▶ [DATA FOR THIS EXERCISE]
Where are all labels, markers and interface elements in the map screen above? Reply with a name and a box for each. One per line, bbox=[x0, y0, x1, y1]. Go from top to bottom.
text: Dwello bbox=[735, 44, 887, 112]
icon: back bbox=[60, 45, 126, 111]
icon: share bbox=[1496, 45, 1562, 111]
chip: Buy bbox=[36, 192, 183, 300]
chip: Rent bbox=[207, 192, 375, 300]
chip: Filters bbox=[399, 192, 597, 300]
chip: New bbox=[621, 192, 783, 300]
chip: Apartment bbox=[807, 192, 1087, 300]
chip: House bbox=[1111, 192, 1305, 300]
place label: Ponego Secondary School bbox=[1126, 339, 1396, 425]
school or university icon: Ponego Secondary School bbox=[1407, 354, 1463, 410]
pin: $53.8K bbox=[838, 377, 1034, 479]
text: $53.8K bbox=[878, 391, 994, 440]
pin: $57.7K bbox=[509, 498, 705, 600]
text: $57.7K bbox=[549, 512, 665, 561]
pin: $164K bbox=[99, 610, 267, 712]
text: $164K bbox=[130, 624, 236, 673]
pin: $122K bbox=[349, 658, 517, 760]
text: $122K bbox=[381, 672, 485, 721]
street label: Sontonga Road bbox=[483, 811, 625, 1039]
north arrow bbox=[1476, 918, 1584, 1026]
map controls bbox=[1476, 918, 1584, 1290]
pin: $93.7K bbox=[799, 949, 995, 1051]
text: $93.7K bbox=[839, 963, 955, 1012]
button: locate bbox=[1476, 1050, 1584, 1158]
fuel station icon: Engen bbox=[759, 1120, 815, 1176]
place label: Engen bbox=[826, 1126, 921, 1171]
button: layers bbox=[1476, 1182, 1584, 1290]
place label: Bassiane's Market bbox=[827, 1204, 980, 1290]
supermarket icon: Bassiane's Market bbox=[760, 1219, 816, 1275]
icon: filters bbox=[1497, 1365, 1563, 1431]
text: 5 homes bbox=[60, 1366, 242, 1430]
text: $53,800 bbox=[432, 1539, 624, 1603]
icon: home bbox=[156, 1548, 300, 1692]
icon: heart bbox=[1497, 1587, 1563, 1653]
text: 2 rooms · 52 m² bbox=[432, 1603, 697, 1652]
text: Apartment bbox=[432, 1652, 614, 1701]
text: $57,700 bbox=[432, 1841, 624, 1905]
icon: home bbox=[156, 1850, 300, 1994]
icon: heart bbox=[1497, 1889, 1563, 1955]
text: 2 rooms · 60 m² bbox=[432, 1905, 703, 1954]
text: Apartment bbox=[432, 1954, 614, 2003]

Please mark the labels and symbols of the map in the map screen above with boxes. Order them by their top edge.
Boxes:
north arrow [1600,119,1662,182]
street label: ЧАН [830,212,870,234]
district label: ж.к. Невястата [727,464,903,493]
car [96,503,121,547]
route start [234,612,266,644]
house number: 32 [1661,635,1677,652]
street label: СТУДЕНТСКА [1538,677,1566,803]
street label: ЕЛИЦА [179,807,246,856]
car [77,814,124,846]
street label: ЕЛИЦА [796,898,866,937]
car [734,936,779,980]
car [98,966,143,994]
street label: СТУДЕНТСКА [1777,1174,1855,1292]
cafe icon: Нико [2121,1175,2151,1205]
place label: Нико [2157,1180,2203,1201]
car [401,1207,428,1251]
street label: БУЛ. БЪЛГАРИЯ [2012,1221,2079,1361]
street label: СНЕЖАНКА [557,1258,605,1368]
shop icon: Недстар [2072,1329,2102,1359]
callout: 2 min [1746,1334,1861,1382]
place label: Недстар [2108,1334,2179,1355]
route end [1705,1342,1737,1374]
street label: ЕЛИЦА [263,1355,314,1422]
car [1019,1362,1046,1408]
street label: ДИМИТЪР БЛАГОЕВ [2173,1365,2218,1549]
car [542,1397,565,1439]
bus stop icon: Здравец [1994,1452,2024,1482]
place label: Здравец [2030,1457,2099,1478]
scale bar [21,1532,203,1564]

▶ [ASSIGNMENT] Report the number of lines in the records that include the string "Ponego", and write no other words.

▶ [TASK SOLUTION] 2